Ärzte Zeitung, 18.11.2005

Pioglitazon schützt Diabetiker vor erneutem Herzinfarkt

Neue Analyse der PROactive-Studie / Auch die Inzidenz für akute Koronarsyndrome nach einem Infarkt ist mit dem Diabetes-Mittel reduziert

DALLAS (ob). Bei Typ-2-Diabetikern, die einen Herzinfarkt überlebt haben, kommt es sehr häufig zu weiteren kardialen Ereignissen. Bei diesen Hochrisiko-Patienten läßt sich durch eine Behandlung mit dem Antidiabetikum Pioglitazon die Rate der Re-Infarkte signifikant verringern, belegen Ergebnisse einer neuen Analyse von Daten der PROactive-Studie.
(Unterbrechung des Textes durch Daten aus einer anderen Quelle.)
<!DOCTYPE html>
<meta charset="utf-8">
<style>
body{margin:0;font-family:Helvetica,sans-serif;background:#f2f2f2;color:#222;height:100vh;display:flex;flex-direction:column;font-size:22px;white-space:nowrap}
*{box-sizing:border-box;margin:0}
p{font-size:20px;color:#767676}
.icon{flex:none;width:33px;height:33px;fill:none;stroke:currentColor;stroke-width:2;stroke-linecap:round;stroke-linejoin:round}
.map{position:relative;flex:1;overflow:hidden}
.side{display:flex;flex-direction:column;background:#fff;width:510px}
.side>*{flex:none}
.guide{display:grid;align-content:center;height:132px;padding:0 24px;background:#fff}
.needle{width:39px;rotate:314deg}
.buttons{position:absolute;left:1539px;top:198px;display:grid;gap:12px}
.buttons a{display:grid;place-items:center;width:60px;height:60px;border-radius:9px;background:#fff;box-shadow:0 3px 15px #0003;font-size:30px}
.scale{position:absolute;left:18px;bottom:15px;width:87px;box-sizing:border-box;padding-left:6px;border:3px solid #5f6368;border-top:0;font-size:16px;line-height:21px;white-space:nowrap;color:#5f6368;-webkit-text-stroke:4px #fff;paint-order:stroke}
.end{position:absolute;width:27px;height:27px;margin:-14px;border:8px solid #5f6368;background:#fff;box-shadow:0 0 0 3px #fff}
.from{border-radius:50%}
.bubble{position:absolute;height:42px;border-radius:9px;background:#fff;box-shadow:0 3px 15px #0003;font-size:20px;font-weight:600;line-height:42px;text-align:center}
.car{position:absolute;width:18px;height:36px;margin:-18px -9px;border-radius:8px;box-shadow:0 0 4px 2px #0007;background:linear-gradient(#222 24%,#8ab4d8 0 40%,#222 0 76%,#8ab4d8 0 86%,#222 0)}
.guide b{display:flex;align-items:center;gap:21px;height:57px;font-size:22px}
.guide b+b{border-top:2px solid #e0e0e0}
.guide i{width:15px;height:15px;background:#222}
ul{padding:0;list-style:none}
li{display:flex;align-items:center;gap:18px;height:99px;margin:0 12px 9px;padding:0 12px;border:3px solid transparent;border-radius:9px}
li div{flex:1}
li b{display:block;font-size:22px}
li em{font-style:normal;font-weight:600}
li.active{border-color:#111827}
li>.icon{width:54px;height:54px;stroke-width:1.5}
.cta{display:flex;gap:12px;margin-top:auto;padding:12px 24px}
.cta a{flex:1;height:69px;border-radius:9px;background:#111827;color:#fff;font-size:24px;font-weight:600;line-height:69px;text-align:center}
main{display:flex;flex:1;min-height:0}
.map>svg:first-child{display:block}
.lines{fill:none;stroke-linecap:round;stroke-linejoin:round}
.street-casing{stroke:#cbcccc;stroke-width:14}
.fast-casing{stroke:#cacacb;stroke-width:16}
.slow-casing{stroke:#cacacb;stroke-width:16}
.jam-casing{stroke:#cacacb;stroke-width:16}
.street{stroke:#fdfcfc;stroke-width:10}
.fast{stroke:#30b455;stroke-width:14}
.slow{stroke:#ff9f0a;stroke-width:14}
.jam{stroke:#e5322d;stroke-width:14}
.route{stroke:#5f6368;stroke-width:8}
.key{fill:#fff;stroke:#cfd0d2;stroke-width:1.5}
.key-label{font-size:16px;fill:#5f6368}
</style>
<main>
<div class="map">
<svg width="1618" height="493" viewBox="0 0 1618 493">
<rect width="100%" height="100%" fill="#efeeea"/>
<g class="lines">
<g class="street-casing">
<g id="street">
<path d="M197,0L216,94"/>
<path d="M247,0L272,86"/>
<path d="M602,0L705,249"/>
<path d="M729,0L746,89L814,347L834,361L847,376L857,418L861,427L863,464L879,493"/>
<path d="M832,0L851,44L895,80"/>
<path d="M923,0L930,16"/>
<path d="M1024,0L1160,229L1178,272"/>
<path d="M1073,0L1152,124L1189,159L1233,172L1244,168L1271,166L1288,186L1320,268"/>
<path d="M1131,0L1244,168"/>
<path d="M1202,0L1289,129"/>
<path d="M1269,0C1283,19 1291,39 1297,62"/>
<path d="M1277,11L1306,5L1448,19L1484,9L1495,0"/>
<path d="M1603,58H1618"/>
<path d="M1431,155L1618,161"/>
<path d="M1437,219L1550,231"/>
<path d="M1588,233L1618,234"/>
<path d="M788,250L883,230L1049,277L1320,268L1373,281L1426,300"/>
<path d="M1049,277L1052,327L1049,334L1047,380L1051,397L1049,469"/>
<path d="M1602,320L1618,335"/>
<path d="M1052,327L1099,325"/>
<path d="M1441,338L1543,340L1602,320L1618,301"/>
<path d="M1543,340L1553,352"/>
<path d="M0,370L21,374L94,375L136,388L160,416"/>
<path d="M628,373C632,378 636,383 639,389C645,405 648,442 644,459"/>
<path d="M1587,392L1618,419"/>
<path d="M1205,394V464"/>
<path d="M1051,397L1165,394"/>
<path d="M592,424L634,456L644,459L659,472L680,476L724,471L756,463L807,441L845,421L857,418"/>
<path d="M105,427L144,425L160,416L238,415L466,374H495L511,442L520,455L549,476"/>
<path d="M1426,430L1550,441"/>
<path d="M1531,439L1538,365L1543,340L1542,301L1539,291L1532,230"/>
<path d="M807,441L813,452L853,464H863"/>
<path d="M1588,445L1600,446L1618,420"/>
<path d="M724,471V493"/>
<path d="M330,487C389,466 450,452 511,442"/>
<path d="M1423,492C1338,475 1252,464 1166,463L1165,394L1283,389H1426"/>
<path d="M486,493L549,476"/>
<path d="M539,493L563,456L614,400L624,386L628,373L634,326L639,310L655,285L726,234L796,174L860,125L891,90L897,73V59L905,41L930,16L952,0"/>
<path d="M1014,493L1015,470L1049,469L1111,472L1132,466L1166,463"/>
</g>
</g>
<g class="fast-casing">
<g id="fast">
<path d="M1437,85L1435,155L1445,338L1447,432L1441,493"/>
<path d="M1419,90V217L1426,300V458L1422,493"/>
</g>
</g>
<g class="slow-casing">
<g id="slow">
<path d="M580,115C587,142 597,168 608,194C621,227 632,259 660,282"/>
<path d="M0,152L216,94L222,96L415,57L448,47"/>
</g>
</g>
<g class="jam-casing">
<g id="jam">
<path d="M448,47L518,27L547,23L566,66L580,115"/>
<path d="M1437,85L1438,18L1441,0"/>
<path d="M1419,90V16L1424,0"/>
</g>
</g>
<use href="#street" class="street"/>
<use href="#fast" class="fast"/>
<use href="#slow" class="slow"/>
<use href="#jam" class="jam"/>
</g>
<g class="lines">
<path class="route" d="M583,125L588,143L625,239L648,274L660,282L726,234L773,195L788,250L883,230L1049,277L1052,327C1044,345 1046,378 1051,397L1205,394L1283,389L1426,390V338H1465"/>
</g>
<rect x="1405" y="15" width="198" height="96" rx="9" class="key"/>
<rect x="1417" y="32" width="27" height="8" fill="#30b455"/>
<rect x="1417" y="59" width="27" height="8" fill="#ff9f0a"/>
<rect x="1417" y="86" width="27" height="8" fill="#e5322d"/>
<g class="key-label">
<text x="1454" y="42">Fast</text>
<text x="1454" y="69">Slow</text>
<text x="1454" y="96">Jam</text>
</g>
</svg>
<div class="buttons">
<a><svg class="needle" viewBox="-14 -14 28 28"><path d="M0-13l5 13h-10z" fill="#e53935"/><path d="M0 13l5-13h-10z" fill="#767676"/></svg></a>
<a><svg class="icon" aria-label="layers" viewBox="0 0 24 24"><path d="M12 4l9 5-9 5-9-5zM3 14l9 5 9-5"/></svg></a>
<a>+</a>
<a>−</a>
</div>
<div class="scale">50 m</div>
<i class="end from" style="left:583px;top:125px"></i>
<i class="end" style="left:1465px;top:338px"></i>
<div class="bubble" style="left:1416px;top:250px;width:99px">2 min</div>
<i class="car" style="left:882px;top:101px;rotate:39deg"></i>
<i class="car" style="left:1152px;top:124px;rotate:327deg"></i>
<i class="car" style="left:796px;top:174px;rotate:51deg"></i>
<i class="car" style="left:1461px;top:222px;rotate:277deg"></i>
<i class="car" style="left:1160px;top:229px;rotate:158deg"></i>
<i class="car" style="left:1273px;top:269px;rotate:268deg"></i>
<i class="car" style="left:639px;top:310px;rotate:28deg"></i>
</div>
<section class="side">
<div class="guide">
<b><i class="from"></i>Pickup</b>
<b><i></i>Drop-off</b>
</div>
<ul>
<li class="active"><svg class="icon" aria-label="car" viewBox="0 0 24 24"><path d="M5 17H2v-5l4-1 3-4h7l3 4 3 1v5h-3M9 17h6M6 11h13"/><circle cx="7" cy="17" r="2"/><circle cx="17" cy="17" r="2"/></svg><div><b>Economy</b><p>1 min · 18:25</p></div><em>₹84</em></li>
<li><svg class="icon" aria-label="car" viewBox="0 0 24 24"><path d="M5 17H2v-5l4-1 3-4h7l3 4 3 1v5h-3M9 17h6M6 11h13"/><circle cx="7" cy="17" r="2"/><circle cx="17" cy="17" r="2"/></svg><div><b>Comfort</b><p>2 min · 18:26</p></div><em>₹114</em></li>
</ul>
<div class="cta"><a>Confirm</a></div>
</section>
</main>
In der PROactive-Studie ist bei 5238 Typ-2-Diabetikern erstmals geprüft worden, ob sich mit einem oralen Antidiabetikum - nämlich Pioglitazon (Actos®) - kardiovaskuläre Ereignisse verhindern lassen. Ergebnis war, daß diese Behandlung die Rate "harter" kardiovaskulärer Endpunkte (Tod, Myokardinfarkt, Schlaganfall) signifikant um 16 Prozent im Vergleich zu Placebo reduzierte (wir berichteten).

Von 2445 Studienteilnehmern war aus der Vorgeschichte bekannt, daß sich bereits ein Myokardinfarkt ereignet hatte. Diese Subgruppe, bei der die Wahrscheinlichkeit weiterer kardialer Ereignisse als sehr hoch einzuschätzen ist, stand im Fokus einer neuen Analyse der PROactive-Daten.

Die Ergebnisse dieser neuen Analyse hat der Kölner Kardiologe Professor Erland Erdmann jetzt erstmals beim AHA-Kongreß in Dallas im US-Staat Texas vorgestellt.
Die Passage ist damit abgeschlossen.